Count how many lines of the data include "width". The answer is that number and nothing else.

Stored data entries
╔══

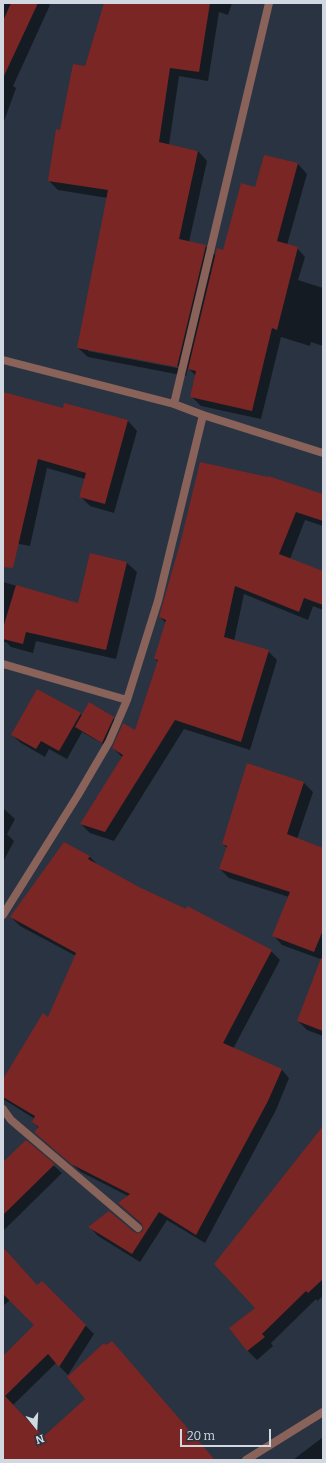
<!DOCTYPE html>
<html>
<head>
<meta charset="utf-8">
<style>
  body { margin:0 }
  #map { position:relative; width:326px; height:1463px; overflow:hidden; background:#293341; font-family:Bitter,serif }
  canvas { display:block }
  .frame { position:absolute; inset:0; border:4px solid #d2d8e2; pointer-events:none }
  .north { position:absolute; left:16px; top:1407px; width:40px; height:40px; -webkit-text-stroke:3px #293341; paint-order:stroke; rotate:162deg; font-size:11px; font-weight:700; line-height:16px; text-align:center; color:#d2d8e2 }
  .north::after { content:''; display:block; margin:auto; width:14px; height:18px; background:#d2d8e2; clip-path:polygon(50% 0,100% 100%,50% 72%,0 100%) }
  .scale { position:absolute; left:180px; top:1429px; width:91px; height:18px; box-sizing:border-box; border:2px solid #d2d8e2; border-top:0; padding-left:5px; font-size:12px; line-height:14px; white-space:nowrap; color:#d2d8e2; -webkit-text-stroke:3px #293341; paint-order:stroke }
</style>
</head>
<body>
<div id="map">
<canvas width="326" height="1463"></canvas>
<div class="frame"></div>
<div class="north">N</div>
<div class="scale">20 m</div>
</div>
<script>
const g = document.querySelector('canvas').getContext('2d');
g.lineJoin = 'round';
function fill(path, color) { g.fillStyle = color; g.fill(path, 'evenodd'); }
const toPath = rows => new Path2D(rows.map(r => 'M' + r).join(''));
function strokePath(path, color, width, dash) { g.strokeStyle = color; g.lineWidth = width; g.lineCap = dash ? 'butt' : 'round'; g.setLineDash(dash || []); g.stroke(path); }
const shadow = toPath([
  [3,3,48,3,50,5,13,86,16,88,3,124],
  [105,3,232,3,228,15,219,12,208,81,179,76,169,145,198,151,207,161,189,242,205,246,216,256,224,251,256,188,264,156,298,164,307,174,287,245,296,247,305,257,298,280,323,288,323,346,311,342,310,346,281,337,261,419,201,406,191,396,196,376,188,368,186,376,88,357,78,348,108,198,58,190,49,181,61,131,85,67],
  [88,349,182,367,182,369,88,351],
  [3,393,63,409,128,421,137,431,114,513,90,506,81,497,85,479,47,468,30,546,9,542,3,566],
  [323,495,323,526,305,520,290,559,323,572,323,610,313,606,308,620,244,594,234,641,268,651,277,660,250,750,184,729,114,841,90,833,81,824,122,757,113,748,136,732,158,662,155,659,166,623,160,617,182,540],
  [91,554,127,563,137,572,116,659,36,641,33,653,11,647,6,642,3,642,3,582,79,604],
  [80,713,82,716,113,718,118,723,107,746,82,732,67,759,49,749,45,757,21,743,12,735],
  [248,765,304,783,313,792,297,839,323,849,323,960,282,945,274,936,289,897,229,878,220,869,227,848,223,844],
  [3,808,15,819,7,834,14,841,3,862],
  [65,843,90,857,98,865,139,888,186,910,187,907,271,951,280,960,233,1049,281,1069,289,1078,276,1110,205,1243,167,1220,140,1262,98,1236,90,1227,137,1234,143,1233,145,1229,143,1225,119,1204,128,1196,81,1172,35,1132,39,1128,33,1122,35,1119,3,1099,3,1081,49,1018,76,956,20,926,11,917],
  [323,998,323,1036,307,1030,298,1021],
  [323,1128,323,1296,317,1301,316,1299,271,1343,273,1346,257,1360,248,1351,231,1328,257,1308],
  [26,1141,62,1173,3,1231,3,1164],
  [3,1247,37,1286,42,1282,94,1334,68,1375,56,1363,13,1405,44,1437,213,1460,3,1460,3,1358,36,1325,10,1300,3,1306],
  [323,1437,323,1460,293,1460]
]);
const building = toPath([
  [11,3,38,3,3,78,3,21],
  [104,3,210,3,199,72,170,68,159,142,198,151,179,239,206,245,177,367,77,348,108,190,48,181,56,129,60,130,73,64,85,66],
  [264,155,298,163,277,241,298,247,277,330,272,328,252,411,190,397,196,371,188,369,217,248,223,250,241,183,255,187],
  [3,392,63,408,64,403,128,420,105,504,79,497,86,473,38,459,13,568,3,567],
  [200,462,268,477,268,476,323,494,323,521,296,512,279,554,323,571,323,605,304,598,299,612,235,586,224,637,269,650,241,742,175,720,105,832,80,824,123,755,112,748,123,723,135,730,158,660,154,659,166,620,159,617,181,540],
  [90,553,127,562,106,650,26,632,23,644,3,639,3,628,16,585,78,603],
  [37,689,81,713,59,751,41,741,36,749,11,735],
  [89,702,114,717,102,743,75,727],
  [247,763,304,782,287,834,323,848,323,930,314,952,272,936,290,892,219,869,227,846,222,844],
  [64,842,90,856,88,859,139,887,186,909,187,906,272,950,223,1043,282,1069,268,1101,196,1235,159,1212,132,1254,88,1227,109,1211,134,1232,137,1233,142,1232,143,1229,142,1224,118,1203,130,1194,71,1164,34,1132,39,1127,32,1122,35,1116,3,1097,3,1079,43,1013,48,1017,76,953,10,917],
  [321,958,323,959,323,1031,297,1021],
  [323,1126,323,1279,308,1293,306,1291,262,1334,265,1337,247,1351,229,1328,255,1308,214,1264],
  [26,1140,55,1164,3,1215,3,1162],
  [3,1247,37,1285,42,1281,86,1325,59,1367,48,1354,5,1396,36,1429,44,1436,85,1399,67,1377,104,1343,106,1345,112,1341,215,1460,3,1460,3,1356,34,1325,3,1294]
]);
const street = toPath([
  [3,360,174,404,203,415,323,453],
  [174,404,269,3],
  [3,664,127,700],
  [3,915,78,795,109,742,127,700,158,601,203,415],
  [3,1109,11,1120,138,1228],
  [246,1460,323,1412]
]);
fill(shadow, '#0007');
fill(building, '#7a2625');
strokePath(street, '#89625a', 8);
</script>
</body>
</html>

╚══

RESULT OF THIS TASK
6